With growth came a degree of
professionalization and greater state oversight of the houses and the care
provided to residents. Though this meant losing some of the original spontaneity,
Mr. Vanier has for the most part welcomed the change. Life at L’Arche is never
easy, even with the added assistance of psychiatrists and social workers.
“L’Arche teaches us also the
difficulty in meeting the poor,” Mr. Vanier says. “Some have been too hurt,
some have psychological problems. And so here we’re called to be very attentive
to the needs of the other.” This is the challenge that has proved attractive to
thousands of nondisabled people.
But what about those who can’t take
years off to serve? “Try and find somebody who is lonely,” Mr. Vanier says.

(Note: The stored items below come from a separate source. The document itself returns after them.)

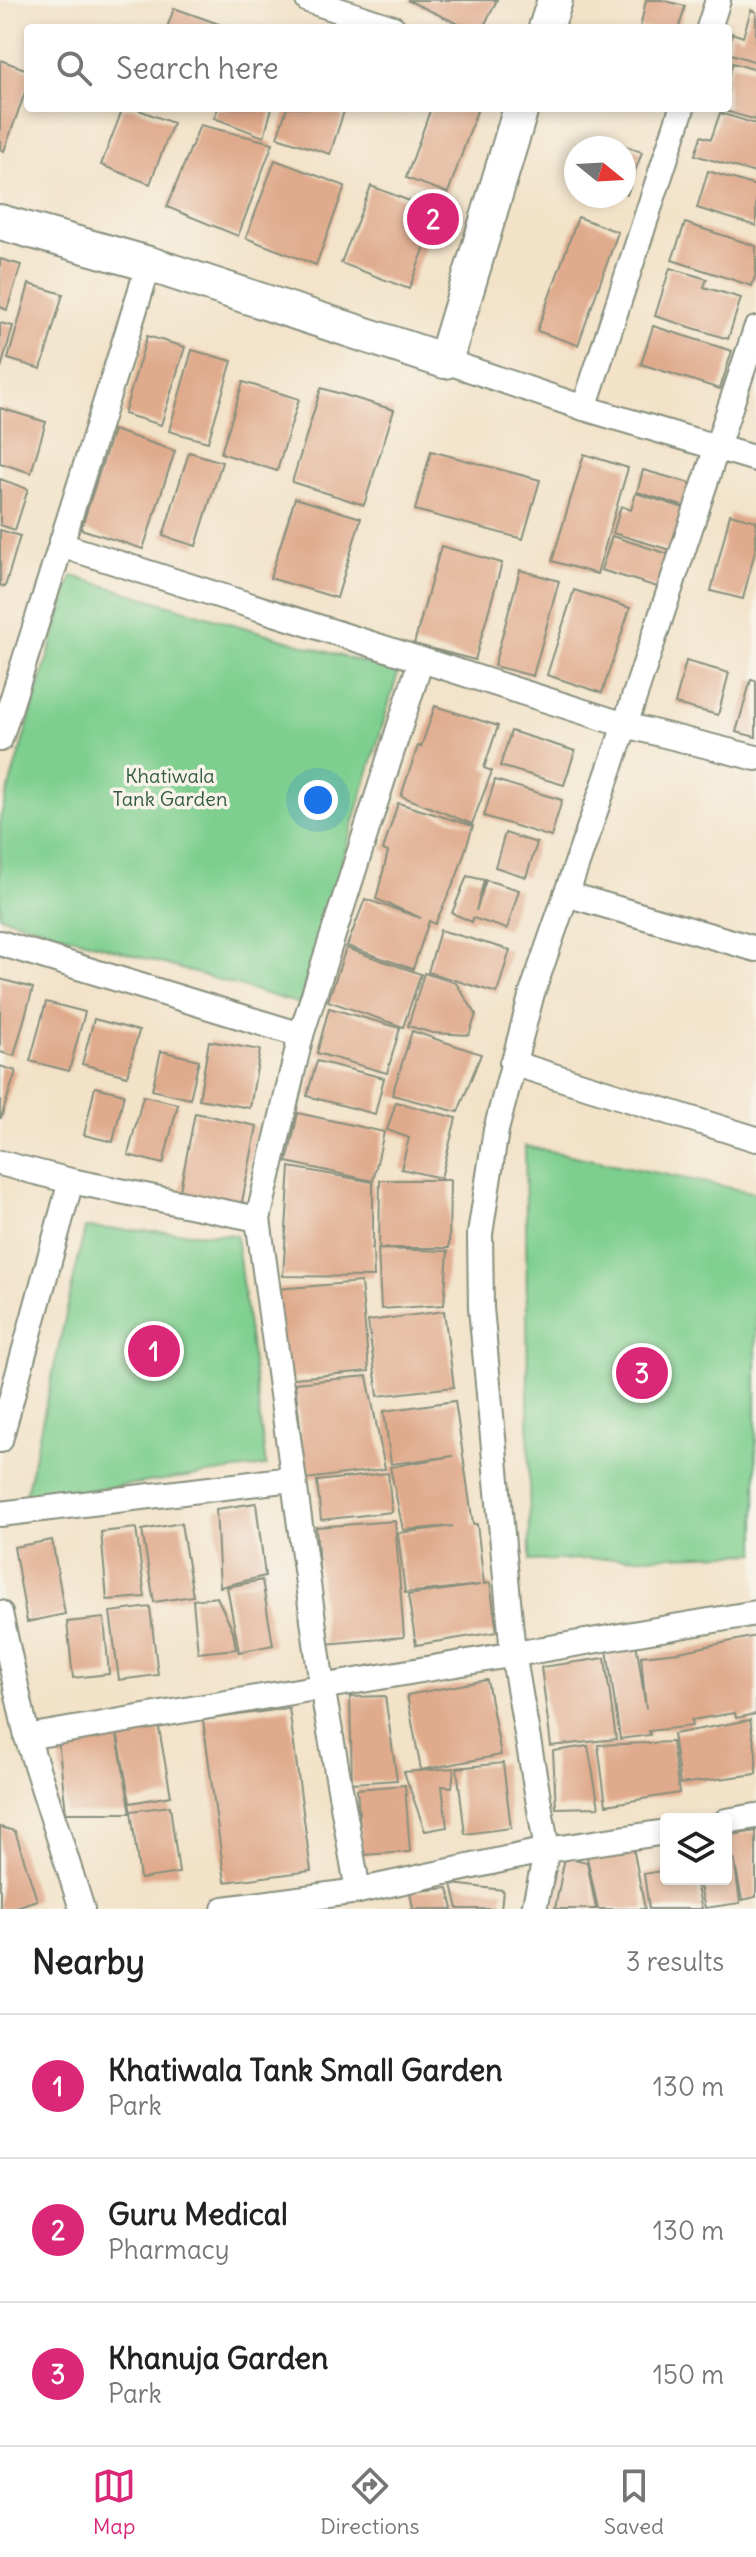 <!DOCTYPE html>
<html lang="en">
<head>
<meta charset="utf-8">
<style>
	body { margin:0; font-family:Delius,sans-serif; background:#f2f2f2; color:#222 }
	.controls { position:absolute; right:24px; bottom:24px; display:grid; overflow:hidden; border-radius:8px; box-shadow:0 4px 12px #0003 }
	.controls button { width:72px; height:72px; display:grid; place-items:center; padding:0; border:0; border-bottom:2px solid #e0e0e0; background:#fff; color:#222; font:40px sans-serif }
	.compass { position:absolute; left:564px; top:136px; width:72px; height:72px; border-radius:50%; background:#fff; box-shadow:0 4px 12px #0003; rotate:108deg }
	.you { position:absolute; left:318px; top:800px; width:28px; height:28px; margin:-20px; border:6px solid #fff; border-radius:50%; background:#1a73e8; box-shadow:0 0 0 12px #1a73e833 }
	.badge { display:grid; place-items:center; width:52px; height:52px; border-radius:50%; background:#db2777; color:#fff; font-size:26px; font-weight:700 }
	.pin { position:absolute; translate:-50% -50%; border:4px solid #fff; box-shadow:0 2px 8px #0006 }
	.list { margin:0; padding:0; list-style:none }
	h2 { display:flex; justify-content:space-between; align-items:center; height:104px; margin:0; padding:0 32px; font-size:34px }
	h2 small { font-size:26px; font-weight:400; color:#767676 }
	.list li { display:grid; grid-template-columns:52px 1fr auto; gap:24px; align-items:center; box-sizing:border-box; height:144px; padding:0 32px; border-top:2px solid #e0e0e0 }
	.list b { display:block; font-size:30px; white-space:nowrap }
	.list p { margin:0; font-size:26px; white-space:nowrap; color:#767676 }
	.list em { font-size:26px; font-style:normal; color:#767676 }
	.icon { flex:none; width:44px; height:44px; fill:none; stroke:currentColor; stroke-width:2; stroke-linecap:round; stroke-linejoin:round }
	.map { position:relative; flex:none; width:756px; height:1909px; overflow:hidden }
	.search { position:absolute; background:#fff; box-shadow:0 4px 12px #0003; left:24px; right:24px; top:24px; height:88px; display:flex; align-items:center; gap:20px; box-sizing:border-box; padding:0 28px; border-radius:8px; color:#767676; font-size:30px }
	.sheet { height:536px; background:#fff }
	nav { display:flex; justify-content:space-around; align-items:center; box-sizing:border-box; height:112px; border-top:2px solid #e0e0e0; background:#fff; font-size:22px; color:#767676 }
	nav a { display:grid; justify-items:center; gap:4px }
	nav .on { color:#db2777 }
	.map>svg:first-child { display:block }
	.green { fill:#7ecf8f; stroke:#4e8662; stroke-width:2 }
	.building { fill:#e0aa8c }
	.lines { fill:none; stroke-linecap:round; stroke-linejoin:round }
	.minor-casing { stroke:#88907e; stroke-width:28 }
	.secondary-casing { stroke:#88907e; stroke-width:38 }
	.minor { stroke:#fff; stroke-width:24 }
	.secondary { stroke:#fff; stroke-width:34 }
	.labels { text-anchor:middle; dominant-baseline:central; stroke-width:7; stroke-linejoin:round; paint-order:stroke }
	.park-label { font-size:20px; fill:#325a46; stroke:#f7f3e8 }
</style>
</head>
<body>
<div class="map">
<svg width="756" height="1909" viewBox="0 0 756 1909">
	<rect width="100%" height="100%" fill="#f7f3e8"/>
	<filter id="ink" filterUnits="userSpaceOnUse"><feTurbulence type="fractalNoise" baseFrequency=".0125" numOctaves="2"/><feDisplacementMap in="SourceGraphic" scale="16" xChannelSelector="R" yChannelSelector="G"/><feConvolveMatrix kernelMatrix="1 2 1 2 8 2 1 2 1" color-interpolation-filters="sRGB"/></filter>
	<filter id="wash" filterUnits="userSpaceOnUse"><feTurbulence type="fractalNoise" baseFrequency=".006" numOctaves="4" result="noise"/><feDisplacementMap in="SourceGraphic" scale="32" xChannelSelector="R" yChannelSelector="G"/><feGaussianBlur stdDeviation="1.8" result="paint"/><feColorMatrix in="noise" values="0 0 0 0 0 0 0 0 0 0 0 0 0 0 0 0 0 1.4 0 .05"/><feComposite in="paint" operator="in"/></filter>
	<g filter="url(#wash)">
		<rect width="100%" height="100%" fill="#f2e2c8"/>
		<g class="green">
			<polygon points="72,576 398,673 300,1004 0,916 0,818"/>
			<polygon points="525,1146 756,1193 756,1553 530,1561"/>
			<polygon points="85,1228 236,1235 266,1466 25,1499"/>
		</g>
		<g id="blocks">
			<g class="building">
				<polygon points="407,0 497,0 483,28 467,28"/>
				<polygon points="646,0 662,0 685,6 679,28 640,28"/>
				<polygon points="174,8 230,28 167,28"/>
				<polygon points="751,10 756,12 756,62 728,53 732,33 743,37"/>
				<polygon points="0,60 28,70 28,84 4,151 0,149"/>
				<polygon points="733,63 756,70 756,120 718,109 728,108 728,77"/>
				<polygon points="123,108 134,108 173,123 150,184 101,165"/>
				<polygon points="218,108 272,108 264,137 214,118"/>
				<polygon points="287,108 345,108 330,154 277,137"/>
				<polygon points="431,108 478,108 448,193 406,178"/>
				<polygon points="720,113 756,124 755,173 695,155 701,136 711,139"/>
				<polygon points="200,125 273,143 238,236 167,207"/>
				<polygon points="598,136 642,152 627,195 624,193 624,148 594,148"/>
				<polygon points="275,160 345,186 316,265 246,238"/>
				<polygon points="708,171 756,186 756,226 697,208"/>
				<polygon points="371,186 438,212 409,289 341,263"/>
				<polygon points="578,217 618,232 578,345 537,331"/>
				<polygon points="685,223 756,246 756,273 752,286 672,260"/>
				<polygon points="0,259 21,265 7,310 0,307"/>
				<polygon points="670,268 707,279 704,287 741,298 728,339 655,316"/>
				<polygon points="29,284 63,294 41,369 8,359"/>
				<polygon points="0,323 13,326 1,368 0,368"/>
				<polygon points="653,326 732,351 720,389 641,364"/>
				<polygon points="147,336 185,347 161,425 124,414"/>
				<polygon points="192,350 232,361 208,442 169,431"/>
				<polygon points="243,382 299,399 277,471 221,453"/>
				<polygon points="321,388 394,410 364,505 292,482"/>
				<polygon points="0,408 46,422 31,473 0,463"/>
				<polygon points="113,430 175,451 143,549 81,529"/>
				<polygon points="431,451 540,480 523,539 415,510"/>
				<polygon points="189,452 222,462 196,546 163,536"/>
				<polygon points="584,454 628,468 597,574 552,561"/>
				<polygon points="643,470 693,484 686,507 637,492"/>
				<polygon points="0,479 28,489 15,530 0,525"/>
				<polygon points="636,493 690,510 677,552 613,533 621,506 631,510"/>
				<polygon points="295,498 361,518 337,598 270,578"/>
				<polygon points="730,514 756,521 756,547 743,599 711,591"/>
				<polygon points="0,530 20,536 5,587 0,585"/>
				<polygon points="612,536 671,555 661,588 601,570"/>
				<polygon points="441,546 502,563 475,660 414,644"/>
				<polygon points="520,570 559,581 533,676 494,666"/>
				<polygon points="574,590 630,608 602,693 547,675"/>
				<polygon points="686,661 729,673 718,715 675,704"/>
				<polygon points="751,680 756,681 756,737 736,732"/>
				<polygon points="435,706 498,726 484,768 492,771 472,824 401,796 418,746 421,747"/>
				<polygon points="511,731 575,751 564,785 500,766"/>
				<polygon points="495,780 562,800 551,837 484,816"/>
				<polygon points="398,803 473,826 457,876 435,924 429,921 413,969 347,946 365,899 421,918 376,899 388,852 383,850"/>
				<polygon points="505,833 537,843 526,877 495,867"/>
				<polygon points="467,876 484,880 476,911 486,880 519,890 507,929 473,918 472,922 452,913"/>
				<polygon points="440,930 510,950 497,993 428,972"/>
				<polygon points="346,948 421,974 403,1027 328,1001"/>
				<polygon points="424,973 456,983 476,1014 469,1035 433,1033 408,1026"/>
				<polygon points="0,979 33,988 14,1056 0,1052"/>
				<polygon points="46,1002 85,1012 69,1071 30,1061"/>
				<polygon points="329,1008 400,1028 387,1073 317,1053"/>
				<polygon points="94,1019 139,1031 127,1076 82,1064"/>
				<polygon points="412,1031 481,1054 458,1112 392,1095"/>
				<polygon points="209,1041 260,1050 250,1108 199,1099"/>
				<polygon points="161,1051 199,1060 190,1099 152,1090"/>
				<polygon points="317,1061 384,1078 375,1114 307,1096"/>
				<polygon points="0,1066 16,1071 1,1118 0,1118"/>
				<polygon points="95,1087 124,1094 113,1142 84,1135"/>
				<polygon points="143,1096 178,1104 163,1164 128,1155"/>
				<polygon points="396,1102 456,1118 441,1178 401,1169 409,1138 387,1130"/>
				<polygon points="195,1113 257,1126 241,1207 179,1195"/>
				<polygon points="298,1113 384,1132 373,1181 287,1162"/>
				<polygon points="290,1167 373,1182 373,1248 370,1249 373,1249 374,1277 283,1276"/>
				<polygon points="380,1180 450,1180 449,1248 379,1248"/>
				<polygon points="378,1249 448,1251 444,1305 381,1309"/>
				<polygon points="361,1282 369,1371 284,1379 277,1289"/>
				<polygon points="444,1311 454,1387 378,1396 368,1321"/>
				<polygon points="367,1376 385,1469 306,1479 295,1383"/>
				<polygon points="455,1401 473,1524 477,1524 484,1584 490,1583 497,1632 416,1645 408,1595 480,1585 405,1593 398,1533 453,1526 403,1530 390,1467 453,1456 391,1464 384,1411"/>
				<polygon points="388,1473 392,1512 321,1520 317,1481"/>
				<polygon points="256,1503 265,1576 220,1587 216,1509"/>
				<polygon points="395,1521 404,1637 325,1644 316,1527"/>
				<polygon points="181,1523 193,1596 154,1602 142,1530"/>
				<polygon points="136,1528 145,1597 107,1600 101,1532"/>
				<polygon points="52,1540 65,1614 27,1622 14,1547"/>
				<polygon points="262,1580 273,1645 239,1652 227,1587"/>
				<polygon points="217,1597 233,1631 236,1649 198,1653 193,1600"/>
				<polygon points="150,1607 158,1675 119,1680 110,1612"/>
				<polygon points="104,1618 109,1674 73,1678 67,1622"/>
				<polygon points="756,1636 756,1714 736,1718 735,1713 691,1720 692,1726 649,1731 650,1735 620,1739 607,1649 636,1642 646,1709 641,1656 679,1652"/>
				<polygon points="605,1658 616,1739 551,1746 541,1667"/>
				<polygon points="487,1680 501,1755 421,1770 407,1695"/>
				<polygon points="385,1696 397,1780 352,1783 350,1697"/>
				<polygon points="289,1708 311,1871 225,1882 203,1720"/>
				<polygon points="750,1720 756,1753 756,1774 680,1784 673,1734"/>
				<polygon points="158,1723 171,1796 130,1803 117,1731"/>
				<polygon points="116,1730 131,1813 66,1813 58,1739"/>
				<polygon points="672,1742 679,1793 606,1805 598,1745"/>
				<polygon points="588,1746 599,1807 556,1808 553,1751"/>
				<polygon points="503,1763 511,1828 465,1834 457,1768"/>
				<polygon points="454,1768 452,1787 442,1786 447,1827 425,1831 404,1772"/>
				<polygon points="405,1785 410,1852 362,1855 357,1789"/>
				<polygon points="170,1806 179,1873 140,1879 131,1811"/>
				<polygon points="0,1827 15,1831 37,1900 10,1909 0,1909"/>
				<polygon points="756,1831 756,1897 742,1900 734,1858 740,1903 705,1908 698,1879 726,1879 726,1836"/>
				<polygon points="632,1842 645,1909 598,1909 586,1853"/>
				<polygon points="565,1857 587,1862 596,1909 555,1909"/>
				<polygon points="666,1870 666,1879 695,1879 702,1909 649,1909 644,1874"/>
				<polygon points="452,1884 503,1890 501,1909 458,1909"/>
				<polygon points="448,1888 453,1909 413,1909 410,1892"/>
			</g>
		</g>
	</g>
	<g filter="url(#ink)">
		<use href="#blocks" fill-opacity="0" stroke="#88907e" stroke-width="2"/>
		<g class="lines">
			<defs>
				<g id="minor">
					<polyline points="308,0 393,28"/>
					<polyline points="709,28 718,0"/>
					<polyline points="445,361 584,408 756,459"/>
					<polyline points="584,408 682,108"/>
					<polyline points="61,545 625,725 756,758"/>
					<polyline points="0,739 149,264"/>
					<polyline points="566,894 756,949"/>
					<polyline points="0,943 301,1035"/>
					<polyline points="512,1063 756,1139"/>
					<polyline points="0,1163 71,1181 258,1219"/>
					<polyline points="0,1440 71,1181"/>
					<polyline points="0,1514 292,1479"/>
					<polyline points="0,1613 27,1737 82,1909"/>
					<polyline points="27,1737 756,1613"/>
					<polyline points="726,1821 756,1816"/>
					<polyline points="358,1891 322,1686 258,1219 301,1035 421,660"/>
					<polyline points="224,1909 358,1891 547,1850 666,1832"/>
					<polyline points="534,1909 547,1850 513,1653 481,1308 480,1234 496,1130 532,993 625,725 756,329"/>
				</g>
				<g id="secondary">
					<polyline points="546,28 555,0"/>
					<polyline points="0,222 149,264 445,361 521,108"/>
				</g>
			</defs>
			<use href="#minor" class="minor-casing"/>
			<use href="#secondary" class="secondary-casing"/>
			<use href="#minor" class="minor"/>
			<use href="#secondary" class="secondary"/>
		</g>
	</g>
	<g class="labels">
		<g class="park-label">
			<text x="170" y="775">Khatiwala<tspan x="170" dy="23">Tank Garden</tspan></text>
		</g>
	</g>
</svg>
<div class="controls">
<button><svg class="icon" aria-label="layers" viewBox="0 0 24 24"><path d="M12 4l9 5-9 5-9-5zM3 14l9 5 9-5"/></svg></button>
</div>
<svg class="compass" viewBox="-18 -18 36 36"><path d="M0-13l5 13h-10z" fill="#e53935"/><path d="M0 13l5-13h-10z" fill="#767676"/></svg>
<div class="you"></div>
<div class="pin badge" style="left:154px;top:1351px">1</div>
<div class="pin badge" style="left:433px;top:219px">2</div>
<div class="pin badge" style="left:642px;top:1373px">3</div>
<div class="search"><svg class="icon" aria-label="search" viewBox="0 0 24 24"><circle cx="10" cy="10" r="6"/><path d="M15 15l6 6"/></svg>Search here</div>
</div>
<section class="sheet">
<h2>Nearby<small>3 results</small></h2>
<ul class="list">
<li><span class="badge">1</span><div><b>Khatiwala Tank Small Garden</b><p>Park</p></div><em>130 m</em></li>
<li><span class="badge">2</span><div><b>Guru Medical</b><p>Pharmacy</p></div><em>130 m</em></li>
<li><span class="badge">3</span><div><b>Khanuja Garden</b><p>Park</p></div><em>150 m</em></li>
</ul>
</section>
<nav>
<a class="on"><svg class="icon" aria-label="map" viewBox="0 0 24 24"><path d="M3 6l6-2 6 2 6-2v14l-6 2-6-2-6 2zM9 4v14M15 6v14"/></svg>Map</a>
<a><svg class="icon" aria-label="directions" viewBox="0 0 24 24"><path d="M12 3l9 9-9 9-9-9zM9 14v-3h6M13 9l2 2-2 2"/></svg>Directions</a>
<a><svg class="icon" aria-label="saved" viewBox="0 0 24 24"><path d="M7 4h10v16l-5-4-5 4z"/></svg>Saved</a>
</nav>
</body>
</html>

“And when you go to see them, they will see you as the messiah. Go and visit a
little old lady who has no friends or family. Bring her flowers. People say
‘but that’s nothing.’ It is nothing—but it’s also everything.” He adds: “It
always begins with small little things. It all began in Bethlehem. That was
pretty small.”
Mr. Ahmari is a Journal
editorial-page writer based in London.